Source material:
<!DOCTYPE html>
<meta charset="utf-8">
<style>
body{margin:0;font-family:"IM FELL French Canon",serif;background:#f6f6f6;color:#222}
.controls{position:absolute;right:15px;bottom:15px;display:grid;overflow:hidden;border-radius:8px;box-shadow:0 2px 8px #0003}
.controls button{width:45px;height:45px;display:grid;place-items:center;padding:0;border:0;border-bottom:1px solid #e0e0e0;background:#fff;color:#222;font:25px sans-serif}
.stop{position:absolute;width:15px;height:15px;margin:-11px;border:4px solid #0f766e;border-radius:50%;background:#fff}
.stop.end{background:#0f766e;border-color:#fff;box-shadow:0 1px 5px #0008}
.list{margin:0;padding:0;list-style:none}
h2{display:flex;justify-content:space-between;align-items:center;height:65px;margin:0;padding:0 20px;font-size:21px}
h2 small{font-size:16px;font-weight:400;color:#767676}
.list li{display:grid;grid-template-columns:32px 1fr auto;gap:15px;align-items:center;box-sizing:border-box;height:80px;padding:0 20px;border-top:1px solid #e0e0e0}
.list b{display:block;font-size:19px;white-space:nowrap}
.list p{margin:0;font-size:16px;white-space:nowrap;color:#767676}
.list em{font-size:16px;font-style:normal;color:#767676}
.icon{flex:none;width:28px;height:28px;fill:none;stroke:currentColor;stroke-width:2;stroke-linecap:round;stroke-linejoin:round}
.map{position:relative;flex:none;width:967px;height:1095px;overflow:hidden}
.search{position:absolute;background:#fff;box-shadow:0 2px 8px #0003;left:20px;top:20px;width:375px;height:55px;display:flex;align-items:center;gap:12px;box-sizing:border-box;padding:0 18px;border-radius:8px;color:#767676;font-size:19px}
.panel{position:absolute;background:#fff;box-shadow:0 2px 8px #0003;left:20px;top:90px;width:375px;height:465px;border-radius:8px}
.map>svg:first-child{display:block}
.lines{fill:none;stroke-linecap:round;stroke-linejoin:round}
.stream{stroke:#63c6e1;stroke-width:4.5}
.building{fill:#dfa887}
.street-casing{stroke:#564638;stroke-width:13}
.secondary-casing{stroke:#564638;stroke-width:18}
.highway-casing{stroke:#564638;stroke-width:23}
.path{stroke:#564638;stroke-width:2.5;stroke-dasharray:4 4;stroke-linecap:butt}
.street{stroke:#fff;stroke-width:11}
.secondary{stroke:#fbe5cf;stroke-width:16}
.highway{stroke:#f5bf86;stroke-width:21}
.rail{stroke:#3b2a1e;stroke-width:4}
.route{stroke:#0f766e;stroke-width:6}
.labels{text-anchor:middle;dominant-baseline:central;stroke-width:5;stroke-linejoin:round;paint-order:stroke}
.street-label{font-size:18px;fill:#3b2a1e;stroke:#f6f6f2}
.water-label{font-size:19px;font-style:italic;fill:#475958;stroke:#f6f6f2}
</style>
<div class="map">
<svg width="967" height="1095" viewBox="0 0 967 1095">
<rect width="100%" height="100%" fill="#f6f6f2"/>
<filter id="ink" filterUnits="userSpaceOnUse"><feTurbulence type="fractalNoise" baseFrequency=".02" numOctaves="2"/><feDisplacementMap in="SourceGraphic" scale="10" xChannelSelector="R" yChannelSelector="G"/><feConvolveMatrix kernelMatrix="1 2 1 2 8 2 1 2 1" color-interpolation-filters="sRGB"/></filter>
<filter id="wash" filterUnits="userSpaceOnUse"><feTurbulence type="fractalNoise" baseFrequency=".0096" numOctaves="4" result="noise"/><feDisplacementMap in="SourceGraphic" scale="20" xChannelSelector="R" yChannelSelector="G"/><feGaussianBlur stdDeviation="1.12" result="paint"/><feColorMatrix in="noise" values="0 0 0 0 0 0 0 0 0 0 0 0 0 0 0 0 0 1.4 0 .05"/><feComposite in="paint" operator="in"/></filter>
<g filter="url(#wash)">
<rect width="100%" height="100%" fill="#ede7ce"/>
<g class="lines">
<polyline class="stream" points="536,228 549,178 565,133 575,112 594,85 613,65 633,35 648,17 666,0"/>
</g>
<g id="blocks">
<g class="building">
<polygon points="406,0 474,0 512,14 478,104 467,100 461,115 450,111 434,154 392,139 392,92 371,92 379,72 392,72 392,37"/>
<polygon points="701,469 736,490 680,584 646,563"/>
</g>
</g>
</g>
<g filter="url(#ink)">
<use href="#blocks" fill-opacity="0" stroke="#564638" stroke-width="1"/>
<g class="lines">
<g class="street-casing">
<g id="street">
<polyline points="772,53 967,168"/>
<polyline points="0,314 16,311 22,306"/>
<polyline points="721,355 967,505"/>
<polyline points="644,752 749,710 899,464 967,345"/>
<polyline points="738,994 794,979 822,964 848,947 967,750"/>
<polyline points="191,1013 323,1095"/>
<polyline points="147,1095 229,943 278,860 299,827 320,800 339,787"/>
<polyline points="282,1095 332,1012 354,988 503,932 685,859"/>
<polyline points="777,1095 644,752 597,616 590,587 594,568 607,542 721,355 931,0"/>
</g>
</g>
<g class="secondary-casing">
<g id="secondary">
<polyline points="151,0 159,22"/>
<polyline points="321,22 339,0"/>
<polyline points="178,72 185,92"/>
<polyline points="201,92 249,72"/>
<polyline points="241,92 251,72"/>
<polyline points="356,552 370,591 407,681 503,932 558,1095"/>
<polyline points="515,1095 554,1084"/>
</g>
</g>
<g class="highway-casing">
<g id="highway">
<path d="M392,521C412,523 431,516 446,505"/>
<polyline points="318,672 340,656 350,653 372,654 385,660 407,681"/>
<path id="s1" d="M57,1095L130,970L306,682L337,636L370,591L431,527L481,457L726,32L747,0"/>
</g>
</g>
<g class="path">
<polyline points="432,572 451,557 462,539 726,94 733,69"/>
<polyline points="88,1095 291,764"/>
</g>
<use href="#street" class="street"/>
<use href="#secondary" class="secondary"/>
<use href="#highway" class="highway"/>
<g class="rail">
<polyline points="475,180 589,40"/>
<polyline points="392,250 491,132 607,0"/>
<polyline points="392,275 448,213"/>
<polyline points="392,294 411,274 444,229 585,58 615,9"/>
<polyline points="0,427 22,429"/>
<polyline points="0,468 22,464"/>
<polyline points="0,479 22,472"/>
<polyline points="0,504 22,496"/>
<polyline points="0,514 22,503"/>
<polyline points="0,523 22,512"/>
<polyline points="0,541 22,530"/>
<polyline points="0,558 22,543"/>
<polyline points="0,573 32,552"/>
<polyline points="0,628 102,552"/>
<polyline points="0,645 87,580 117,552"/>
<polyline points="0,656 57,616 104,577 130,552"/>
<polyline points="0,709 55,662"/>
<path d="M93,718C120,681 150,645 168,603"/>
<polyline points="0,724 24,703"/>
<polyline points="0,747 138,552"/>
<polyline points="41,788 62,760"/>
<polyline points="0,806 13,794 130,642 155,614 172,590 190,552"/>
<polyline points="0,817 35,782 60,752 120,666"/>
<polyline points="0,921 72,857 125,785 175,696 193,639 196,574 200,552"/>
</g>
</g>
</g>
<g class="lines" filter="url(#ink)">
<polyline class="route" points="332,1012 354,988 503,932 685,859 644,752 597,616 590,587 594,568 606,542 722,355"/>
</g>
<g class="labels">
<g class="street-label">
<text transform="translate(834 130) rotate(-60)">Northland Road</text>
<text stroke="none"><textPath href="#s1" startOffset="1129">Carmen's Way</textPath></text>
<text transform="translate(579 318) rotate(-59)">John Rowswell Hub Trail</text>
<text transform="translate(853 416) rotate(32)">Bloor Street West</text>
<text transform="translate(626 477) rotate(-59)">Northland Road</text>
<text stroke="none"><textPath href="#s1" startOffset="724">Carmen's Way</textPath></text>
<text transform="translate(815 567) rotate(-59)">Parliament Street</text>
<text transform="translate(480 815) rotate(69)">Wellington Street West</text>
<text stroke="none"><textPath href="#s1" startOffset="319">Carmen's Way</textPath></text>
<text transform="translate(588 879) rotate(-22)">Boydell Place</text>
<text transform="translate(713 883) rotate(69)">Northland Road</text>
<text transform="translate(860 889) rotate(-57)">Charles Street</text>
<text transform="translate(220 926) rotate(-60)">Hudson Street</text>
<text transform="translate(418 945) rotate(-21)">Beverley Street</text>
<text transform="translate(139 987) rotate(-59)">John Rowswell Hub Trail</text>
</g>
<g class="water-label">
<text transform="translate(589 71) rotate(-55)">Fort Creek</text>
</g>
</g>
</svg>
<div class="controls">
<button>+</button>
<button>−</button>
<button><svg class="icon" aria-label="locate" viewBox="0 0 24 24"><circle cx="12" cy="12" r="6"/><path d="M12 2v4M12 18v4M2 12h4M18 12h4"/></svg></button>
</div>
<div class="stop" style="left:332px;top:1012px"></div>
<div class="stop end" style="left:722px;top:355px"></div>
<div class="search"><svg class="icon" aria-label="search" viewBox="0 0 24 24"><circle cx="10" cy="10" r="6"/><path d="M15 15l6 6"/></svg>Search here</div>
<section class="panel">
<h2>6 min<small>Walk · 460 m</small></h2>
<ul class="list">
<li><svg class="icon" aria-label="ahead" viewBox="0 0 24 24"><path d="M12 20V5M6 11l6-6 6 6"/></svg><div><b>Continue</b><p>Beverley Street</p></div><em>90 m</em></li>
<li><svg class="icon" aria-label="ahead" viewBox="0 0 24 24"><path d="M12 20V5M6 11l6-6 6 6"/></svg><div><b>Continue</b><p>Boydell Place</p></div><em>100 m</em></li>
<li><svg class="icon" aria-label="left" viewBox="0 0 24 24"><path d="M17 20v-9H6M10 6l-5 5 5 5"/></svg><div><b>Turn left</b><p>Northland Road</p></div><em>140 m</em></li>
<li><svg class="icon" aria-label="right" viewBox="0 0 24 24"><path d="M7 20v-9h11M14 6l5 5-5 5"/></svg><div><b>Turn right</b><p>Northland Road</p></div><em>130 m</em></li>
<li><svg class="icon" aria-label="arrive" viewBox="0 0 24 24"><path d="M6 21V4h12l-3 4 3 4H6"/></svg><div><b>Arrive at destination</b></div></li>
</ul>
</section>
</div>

Exercise: Note which lines carry the word "Continue" in the material, then copy each of them.

Written response:
<li><svg class="icon" aria-label="ahead" viewBox="0 0 24 24"><path d="M12 20V5M6 11l6-6 6 6"/></svg><div><b>Continue</b><p>Beverley Street</p></div><em>90 m</em></li>
<li><svg class="icon" aria-label="ahead" viewBox="0 0 24 24"><path d="M12 20V5M6 11l6-6 6 6"/></svg><div><b>Continue</b><p>Boydell Place</p></div><em>100 m</em></li>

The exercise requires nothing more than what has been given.